Christel DeHaan, a big Republican donor in Indiana and school privatization supporter, gave Bennett an astounding $130,000 in campaign contributions for his 2008 and 2012 elections. But when DeHaan's Christel House charter school received a "C" last September under Bennett's grading system, he and his staff scrambled to fix it, according to emails obtained by the Associated Press.
"They need to understand that anything less than an A for Christel House compromises all of our accountability work," Bennett wrote in a Sept. 12 email to then-chief of staff Heather Neal, who is now Gov. Mike Pence's chief lobbyist.
Bennett had made the A to F grading system a signature item of his 2011 radical education reforms, which he spearheaded with the support of then-Indiana Governor Mitch Daniels and ALEC legislators in the state. Bennett often cited Christel House as a model charter school as he secured support for his education overhaul, and according to the emails had assured the Chamber of Commerce and legislative leaders that Christel was an "A" school.
"This will be a HUGE problem for us," Bennett wrote to Neal about the school's "C" grade.
Neal emailed back a few minutes later: "Oh, crap.

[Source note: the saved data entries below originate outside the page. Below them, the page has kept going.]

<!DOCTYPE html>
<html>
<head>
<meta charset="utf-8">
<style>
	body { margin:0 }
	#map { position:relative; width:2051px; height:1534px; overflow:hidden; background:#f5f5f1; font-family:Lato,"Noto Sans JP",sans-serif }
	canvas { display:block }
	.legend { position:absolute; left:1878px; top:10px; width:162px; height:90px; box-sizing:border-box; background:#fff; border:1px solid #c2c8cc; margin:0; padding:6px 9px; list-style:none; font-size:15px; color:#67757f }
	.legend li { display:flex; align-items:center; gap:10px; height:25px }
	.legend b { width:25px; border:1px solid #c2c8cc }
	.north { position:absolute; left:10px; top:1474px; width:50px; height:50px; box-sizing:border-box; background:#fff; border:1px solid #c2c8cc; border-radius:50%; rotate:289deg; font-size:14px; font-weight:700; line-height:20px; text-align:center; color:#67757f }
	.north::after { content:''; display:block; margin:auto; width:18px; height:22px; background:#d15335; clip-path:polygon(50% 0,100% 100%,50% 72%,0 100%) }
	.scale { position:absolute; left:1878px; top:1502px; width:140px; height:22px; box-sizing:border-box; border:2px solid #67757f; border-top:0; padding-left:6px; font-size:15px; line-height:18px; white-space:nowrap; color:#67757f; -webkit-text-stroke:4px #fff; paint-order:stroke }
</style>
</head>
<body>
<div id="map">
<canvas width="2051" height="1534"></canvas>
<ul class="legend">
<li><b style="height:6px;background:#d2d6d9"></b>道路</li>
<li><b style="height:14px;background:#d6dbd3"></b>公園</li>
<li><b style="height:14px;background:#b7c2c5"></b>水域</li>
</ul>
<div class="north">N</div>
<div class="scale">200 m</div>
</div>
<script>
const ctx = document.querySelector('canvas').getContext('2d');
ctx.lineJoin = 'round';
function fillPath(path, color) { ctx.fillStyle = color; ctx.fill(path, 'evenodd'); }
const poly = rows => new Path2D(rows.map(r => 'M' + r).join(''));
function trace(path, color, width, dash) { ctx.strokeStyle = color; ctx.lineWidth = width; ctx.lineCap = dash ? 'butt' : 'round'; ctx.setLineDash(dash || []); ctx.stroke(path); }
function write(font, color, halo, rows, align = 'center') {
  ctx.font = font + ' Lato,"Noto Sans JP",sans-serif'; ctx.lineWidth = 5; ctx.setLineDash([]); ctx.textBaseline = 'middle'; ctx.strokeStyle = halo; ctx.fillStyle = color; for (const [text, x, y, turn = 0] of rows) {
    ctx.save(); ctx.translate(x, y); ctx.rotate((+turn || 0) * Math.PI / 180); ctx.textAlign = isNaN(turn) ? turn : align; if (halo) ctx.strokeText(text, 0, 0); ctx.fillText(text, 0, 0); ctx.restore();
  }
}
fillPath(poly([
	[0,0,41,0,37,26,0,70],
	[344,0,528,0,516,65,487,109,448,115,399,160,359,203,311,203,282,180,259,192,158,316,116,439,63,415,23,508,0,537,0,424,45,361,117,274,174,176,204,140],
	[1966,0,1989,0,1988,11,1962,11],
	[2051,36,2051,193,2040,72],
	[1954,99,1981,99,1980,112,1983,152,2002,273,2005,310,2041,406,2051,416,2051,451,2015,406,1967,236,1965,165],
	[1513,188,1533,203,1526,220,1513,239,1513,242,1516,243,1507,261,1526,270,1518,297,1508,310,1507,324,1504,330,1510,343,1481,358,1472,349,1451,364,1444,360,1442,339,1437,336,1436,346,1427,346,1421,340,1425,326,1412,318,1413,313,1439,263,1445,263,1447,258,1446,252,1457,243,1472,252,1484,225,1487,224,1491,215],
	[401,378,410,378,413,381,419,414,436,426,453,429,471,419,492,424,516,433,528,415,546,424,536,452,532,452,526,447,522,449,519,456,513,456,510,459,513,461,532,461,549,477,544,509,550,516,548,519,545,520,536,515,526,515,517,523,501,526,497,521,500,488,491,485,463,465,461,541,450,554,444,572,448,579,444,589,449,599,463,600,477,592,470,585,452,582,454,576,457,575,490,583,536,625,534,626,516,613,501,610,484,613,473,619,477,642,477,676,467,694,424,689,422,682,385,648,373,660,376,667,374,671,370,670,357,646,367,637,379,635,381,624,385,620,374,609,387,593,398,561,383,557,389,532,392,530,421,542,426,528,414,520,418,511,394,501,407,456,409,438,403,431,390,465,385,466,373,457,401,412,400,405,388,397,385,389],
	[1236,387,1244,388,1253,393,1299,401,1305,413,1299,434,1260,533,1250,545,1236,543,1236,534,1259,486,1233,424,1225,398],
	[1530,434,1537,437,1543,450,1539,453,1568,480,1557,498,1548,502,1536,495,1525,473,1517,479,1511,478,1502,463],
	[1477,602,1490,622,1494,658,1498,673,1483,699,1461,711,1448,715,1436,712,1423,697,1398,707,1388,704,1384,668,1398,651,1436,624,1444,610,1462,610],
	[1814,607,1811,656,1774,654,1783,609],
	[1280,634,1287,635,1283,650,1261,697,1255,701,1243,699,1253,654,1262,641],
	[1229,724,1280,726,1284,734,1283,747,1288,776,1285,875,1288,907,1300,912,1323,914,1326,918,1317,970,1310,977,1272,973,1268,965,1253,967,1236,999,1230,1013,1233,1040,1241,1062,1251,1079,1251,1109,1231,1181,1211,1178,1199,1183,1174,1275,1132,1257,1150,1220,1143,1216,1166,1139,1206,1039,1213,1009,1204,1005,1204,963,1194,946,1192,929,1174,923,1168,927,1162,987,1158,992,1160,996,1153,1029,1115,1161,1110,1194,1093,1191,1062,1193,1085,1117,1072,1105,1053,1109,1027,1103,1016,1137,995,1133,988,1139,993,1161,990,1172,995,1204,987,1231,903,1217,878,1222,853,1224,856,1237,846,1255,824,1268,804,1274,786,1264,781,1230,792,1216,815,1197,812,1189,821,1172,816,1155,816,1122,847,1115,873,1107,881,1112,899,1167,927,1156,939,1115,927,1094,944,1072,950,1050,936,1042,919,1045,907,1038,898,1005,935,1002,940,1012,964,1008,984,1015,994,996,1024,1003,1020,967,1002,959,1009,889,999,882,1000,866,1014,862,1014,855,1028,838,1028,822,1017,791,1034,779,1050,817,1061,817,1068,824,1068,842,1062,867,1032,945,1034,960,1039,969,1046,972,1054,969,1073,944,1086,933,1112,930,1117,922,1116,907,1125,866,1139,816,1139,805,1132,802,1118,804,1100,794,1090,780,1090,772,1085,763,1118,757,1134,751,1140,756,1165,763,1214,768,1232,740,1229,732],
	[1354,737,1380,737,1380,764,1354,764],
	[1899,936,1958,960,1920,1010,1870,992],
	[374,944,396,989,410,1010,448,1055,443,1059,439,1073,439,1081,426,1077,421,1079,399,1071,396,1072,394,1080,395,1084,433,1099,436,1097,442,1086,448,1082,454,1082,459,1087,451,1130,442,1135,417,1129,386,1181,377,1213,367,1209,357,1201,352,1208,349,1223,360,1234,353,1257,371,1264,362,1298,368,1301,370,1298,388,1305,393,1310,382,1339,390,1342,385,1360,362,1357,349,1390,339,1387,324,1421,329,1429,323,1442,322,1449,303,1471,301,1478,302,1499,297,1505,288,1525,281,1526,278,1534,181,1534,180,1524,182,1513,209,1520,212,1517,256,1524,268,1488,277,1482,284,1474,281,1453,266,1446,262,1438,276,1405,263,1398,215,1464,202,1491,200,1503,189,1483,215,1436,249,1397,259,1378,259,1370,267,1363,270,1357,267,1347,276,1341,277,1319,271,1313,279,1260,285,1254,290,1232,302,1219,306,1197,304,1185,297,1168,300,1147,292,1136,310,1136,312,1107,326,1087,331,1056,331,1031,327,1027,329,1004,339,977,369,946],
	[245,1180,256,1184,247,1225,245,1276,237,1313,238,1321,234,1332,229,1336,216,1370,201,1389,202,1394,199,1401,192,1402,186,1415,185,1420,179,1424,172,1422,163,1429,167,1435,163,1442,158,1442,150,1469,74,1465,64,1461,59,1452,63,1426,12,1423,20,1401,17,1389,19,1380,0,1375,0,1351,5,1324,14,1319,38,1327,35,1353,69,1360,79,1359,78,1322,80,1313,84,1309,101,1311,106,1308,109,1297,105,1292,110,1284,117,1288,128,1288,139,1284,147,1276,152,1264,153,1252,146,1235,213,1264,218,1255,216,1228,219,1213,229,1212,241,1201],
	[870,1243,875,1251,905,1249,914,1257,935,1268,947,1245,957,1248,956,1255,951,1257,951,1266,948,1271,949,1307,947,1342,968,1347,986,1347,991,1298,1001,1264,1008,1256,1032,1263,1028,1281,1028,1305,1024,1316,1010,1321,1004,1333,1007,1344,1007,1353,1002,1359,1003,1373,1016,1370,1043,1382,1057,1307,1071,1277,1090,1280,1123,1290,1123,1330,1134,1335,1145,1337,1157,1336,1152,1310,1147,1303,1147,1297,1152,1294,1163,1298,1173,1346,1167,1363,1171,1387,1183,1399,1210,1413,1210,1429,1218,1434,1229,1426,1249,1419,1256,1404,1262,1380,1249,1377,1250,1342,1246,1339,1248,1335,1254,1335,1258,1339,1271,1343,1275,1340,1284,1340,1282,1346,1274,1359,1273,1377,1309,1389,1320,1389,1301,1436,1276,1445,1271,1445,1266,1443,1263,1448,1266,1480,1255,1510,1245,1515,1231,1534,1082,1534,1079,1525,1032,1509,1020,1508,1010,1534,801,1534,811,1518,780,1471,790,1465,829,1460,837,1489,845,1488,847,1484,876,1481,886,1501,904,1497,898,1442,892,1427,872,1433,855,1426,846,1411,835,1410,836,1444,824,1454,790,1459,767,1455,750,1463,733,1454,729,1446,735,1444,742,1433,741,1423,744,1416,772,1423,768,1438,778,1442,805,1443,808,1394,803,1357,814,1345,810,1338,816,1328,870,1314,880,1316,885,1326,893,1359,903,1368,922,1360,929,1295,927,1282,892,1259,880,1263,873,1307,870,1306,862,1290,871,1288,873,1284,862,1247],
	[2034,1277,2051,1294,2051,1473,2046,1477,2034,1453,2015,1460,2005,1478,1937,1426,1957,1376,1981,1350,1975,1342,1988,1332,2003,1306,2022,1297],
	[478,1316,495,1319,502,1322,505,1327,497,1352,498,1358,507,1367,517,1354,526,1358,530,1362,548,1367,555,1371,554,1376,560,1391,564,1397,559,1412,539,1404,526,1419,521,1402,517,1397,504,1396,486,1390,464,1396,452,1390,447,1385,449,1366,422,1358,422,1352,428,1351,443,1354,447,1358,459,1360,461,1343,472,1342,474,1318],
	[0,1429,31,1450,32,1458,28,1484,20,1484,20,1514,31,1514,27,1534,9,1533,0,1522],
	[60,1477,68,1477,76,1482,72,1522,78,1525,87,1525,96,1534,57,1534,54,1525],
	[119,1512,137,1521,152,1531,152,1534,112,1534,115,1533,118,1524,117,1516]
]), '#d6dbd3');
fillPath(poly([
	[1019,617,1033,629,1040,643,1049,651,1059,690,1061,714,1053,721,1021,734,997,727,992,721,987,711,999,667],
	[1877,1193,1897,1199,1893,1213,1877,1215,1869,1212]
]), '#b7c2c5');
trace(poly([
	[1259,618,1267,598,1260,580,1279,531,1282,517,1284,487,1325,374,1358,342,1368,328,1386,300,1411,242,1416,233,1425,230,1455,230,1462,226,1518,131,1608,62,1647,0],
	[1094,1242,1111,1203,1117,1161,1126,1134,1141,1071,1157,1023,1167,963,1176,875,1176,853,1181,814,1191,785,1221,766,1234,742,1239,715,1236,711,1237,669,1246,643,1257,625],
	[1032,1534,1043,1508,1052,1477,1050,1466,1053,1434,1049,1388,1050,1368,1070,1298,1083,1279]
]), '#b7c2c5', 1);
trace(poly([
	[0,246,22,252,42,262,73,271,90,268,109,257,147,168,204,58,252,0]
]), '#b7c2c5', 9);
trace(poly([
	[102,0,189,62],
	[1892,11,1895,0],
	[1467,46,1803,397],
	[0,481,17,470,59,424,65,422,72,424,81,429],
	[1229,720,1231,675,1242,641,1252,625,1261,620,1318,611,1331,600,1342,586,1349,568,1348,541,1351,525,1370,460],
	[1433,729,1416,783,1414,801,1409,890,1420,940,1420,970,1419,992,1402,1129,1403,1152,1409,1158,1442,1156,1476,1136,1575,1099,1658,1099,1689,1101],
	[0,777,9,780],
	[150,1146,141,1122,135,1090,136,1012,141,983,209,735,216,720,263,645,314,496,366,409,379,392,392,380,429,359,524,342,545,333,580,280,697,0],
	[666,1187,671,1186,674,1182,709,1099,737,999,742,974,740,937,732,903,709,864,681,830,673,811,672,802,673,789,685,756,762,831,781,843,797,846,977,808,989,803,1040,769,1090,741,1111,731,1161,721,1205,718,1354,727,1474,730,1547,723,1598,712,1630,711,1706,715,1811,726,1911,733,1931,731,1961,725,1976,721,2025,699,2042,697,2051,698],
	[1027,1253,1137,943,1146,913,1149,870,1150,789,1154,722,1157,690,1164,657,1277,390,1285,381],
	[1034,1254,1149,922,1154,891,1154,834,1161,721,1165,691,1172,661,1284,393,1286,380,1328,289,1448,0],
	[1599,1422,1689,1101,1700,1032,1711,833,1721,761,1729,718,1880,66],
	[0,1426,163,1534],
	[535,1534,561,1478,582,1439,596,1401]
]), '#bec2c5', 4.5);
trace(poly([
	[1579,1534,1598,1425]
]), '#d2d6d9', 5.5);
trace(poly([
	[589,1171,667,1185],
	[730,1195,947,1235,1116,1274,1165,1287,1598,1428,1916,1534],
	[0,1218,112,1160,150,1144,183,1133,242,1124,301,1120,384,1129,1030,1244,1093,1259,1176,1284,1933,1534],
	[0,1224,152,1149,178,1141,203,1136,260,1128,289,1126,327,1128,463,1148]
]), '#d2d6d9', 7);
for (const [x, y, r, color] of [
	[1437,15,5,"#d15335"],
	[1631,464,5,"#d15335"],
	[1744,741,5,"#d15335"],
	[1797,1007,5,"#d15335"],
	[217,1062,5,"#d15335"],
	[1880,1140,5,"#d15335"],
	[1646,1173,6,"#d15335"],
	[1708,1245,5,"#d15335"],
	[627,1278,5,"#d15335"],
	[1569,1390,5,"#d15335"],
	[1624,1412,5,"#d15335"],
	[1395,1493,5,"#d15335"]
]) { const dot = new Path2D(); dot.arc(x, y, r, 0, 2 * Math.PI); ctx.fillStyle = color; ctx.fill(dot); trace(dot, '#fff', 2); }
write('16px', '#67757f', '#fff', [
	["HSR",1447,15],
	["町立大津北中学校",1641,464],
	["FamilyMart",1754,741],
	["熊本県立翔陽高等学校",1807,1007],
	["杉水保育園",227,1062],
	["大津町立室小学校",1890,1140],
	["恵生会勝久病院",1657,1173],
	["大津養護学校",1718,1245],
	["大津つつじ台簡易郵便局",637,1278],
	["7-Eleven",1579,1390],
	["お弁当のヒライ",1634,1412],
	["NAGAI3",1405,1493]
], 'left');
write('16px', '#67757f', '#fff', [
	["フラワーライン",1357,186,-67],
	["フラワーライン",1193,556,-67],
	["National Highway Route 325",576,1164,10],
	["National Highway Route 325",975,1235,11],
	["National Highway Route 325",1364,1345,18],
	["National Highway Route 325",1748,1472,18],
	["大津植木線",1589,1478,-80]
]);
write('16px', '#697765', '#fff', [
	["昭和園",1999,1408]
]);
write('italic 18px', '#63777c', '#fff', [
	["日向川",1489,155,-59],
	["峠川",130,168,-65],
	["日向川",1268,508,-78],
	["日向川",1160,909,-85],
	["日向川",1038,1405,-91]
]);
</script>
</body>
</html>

We cannot release until this is resolved."
"Legislative leadership as well as critics of A-F are going to use this against us to undo our accountability metrics through legislation," Bennett wrote in another email. "I hope we come to the meeting today with solutions and not excuses and/or explanations for me to wiggle myself out of the repeated lies I have told over the past six months."
According to the Associated Press, Bennett's staff scrambled to alter the grading system over the next week, and Christel House's grade jumped twice, eventually reaching an "A."
Indiana Has No Campaign Contribution Limits
In most states, a donor like DeHaan would be prohibited from directly giving a candidate tens or hundreds of thousands of dollars, but Indiana has no campaign contribution limits for superintendent.
Bennett, first elected in 2008, raised an astounding amount of money for his 2012 reelection campaign: DeHaan gave $75,000, and was one of Bennett's top donors, behind Wal-Mart heir Alice Walton, another major school privatization funder, who gave him $200,000. Other donors included voucher proponent Eli Broad ($50,000) and New York Mayor Michael Bloomberg ($40,000).
He also got $45,000 from Hoosiers for Education Reform, a group bankrolled by the DeVos family's American Federation for Children, which itself has run into some campaign finance problems. As CMD has documented, AFC boasted to funders in 2012 that it spent $2.4 million in Wisconsin helping elect nine Wisconsin state legislators, but told the state's Government Accountability Board that it spent only $345,000 that year.
But despite significantly outraising his opponent, voters rejected Bennett and his education reform agenda, in what the head of the teacher's union called the biggest upset in Indiana history.
Money may not have bought that election, but given these latest email revelations, it sure did seem to buy some special treatment.
How Common is Cheating?
For years, educational reformers have promoted the notion that schools need to be run more like a business, with "competition" from for-profit entities and increased "accountability" through testing regimes. But the promised improvements in educational outcomes have not followed, apparently leading some to cook the books.
Perhaps the best-known cheating scandal came from former Washington, D.C., school Chancellor Michelle Rhee, whose controversial reforms had been credited with improving test scores in the District's schools -- an accomplishment that has been cast into doubt by evidence of widespread cheating, where teachers or school officials appeared to change students' incorrect test answers to improve results. Investigations have found extremely high erasure rates that were statistically anomalous, and some charter schools have been cited.
Despite these scandals, both Rhee and Bennett have moved on to greener pastures. After resigning from her position in 2010, Rhee went on to found the 501(c)(4) StudentsFirst, and after Bennett's election loss in Indiana, he was appointed by Florida Governor Rick Scott to head that state's school system.
Update August 1: Bennett has resigned from his post in Florida, citing the Indiana cheating scandal.